Pese a los fantasmas que evoca este término, es muy posible que la mayoría de nosotros hayamos experimentado, siquiera una vez en la vida, dicho sentimiento exacerbado por “nuestra” nacionalidad. Acaso en un encuentro deportivo, quizá cuando vimos nuestra bandera izada en un territorio extranjero, al escuchar los compases de una canción folclórica o en un extraño momento en que nos sentimos en la obligación de defender “nuestra dentidad nacional” (lo que sea que eso signifique) frente a otra persona.
Sin embargo, como todo lo humano, esto también merece una reflexión. O, dicho de otro modo, es un asunto que vale la pena mirar con calma y con perspectiva. Por más que pueda parecernos que la Nación es un ente que ha estado ahí desde el origen de lo tiempos, por un instante podemos pensar que no fue así. Si en vez de mirar la época actual ampliamos este horizonte a, digamos, los últimos 50 años, ¿qué pasa con eso que llamamos “nuestro” país? ¿Y si ese lente lo cambiamos por uno que nos dé la perspectiva de 100 o 200 años? ¿Y si de ahí pasamos a mil o 2 mil años? Todo es distinto, ¿no?
En sus Meditaciones, Marco Aurelio, el filósofo emperador, dedicó una reflexión no al nacionalismo como tal (que no existía como concepto en su época), pero sí, para decirlo con cierta lasitud, a ese sentido de pertenencia que se siente hacia el lugar donde se nació. Como sabemos, Marco Aurelio suscribió las ideas de los estoicos, escuela filosófica que miró la vida con sencillez y simpleza, bajo una pregunta general que podríamos condensar así: ¿qué hace virtuosa la vida de un ser humano? Y en este sentido, la defensa de un apego a la nación, ¿contribuye a la virtud?
La respuesta es categórica: no. Porque, como nos señala Marco Aurelio y la historia en sí misma, nacer en un lugar es un accidente. Nacemos en un país casi con la misma probabilidad como pudimos nacer en otro, crecemos ahí, hacemos una vida (con todo lo que ello implica), pero, a fin de cuentas, todo eso un accidente del tiempo y del espacio, de eso que llamamos probabilidad o contingencia. De ahí que Marco Aurelio haya escrito:
Asia, Europa: rincones del mundo. Todo el océano: una gota del universo. El Athos: un minúsculo terrón en todo el universo. Todo el presente: un instante en la eternidad.
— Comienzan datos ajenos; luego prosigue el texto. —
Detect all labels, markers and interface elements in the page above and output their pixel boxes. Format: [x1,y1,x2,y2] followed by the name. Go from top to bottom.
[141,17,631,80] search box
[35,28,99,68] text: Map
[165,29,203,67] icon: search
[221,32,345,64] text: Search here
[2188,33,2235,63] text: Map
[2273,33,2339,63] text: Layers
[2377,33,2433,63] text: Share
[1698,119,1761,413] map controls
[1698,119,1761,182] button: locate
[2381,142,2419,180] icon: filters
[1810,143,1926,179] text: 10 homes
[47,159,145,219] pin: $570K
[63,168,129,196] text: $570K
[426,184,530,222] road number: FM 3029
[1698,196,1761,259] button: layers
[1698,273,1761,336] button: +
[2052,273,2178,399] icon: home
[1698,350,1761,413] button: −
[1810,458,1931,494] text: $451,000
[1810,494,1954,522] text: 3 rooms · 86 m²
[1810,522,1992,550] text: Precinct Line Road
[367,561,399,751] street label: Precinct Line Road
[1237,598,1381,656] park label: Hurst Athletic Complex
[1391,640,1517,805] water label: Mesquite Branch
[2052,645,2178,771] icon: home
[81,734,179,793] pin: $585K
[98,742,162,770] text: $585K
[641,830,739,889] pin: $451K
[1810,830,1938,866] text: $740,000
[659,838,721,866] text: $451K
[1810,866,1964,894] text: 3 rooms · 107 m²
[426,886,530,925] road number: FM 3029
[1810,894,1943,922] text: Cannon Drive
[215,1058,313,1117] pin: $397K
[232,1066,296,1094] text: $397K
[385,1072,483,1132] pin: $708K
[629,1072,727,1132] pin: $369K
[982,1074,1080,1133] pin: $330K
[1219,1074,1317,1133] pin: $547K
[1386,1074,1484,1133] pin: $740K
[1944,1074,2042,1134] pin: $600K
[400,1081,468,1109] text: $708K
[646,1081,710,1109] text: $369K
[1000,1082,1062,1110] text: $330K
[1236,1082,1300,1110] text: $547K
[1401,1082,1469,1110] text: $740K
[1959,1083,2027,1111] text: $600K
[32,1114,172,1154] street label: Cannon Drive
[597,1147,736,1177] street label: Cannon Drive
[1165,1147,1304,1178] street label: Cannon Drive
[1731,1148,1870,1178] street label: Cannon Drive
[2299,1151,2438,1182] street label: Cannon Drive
El Athos, cabe decir, es una cadena montañosa que ya en los tiempos de la Grecia antigua se miraba con respeto y solemnidad, más o menos como hablaríamos ahora de los Himalaya o los Andes.
Con todo, la afirmación de Marco Aurelio es clara: nacer en un punto del mundo –y aún, del universo– es una posibilidad entre otras cientos o miles. Eso que llamamos “nuestro” país, nuestra cultura o nuestra identidad no es más que una invención surgida en un instante de la historia, tan frágil como cualquier otra. Hay más, mucho más, que estas nociones por las que ahora discutimos y peleamos. La eternidad, por ejemplo, el océano, la vastedad del mundo y la realidad…
¿Por qué, entonces, defenderla a ultranza? ¿Por qué no mirarla como es ahora, al hilo del presente, tal y como es a luz de los cambios que nos la han entregado así? ¿Por qué apegarnos a una idea pasada de lo que fue –pero ya no es–?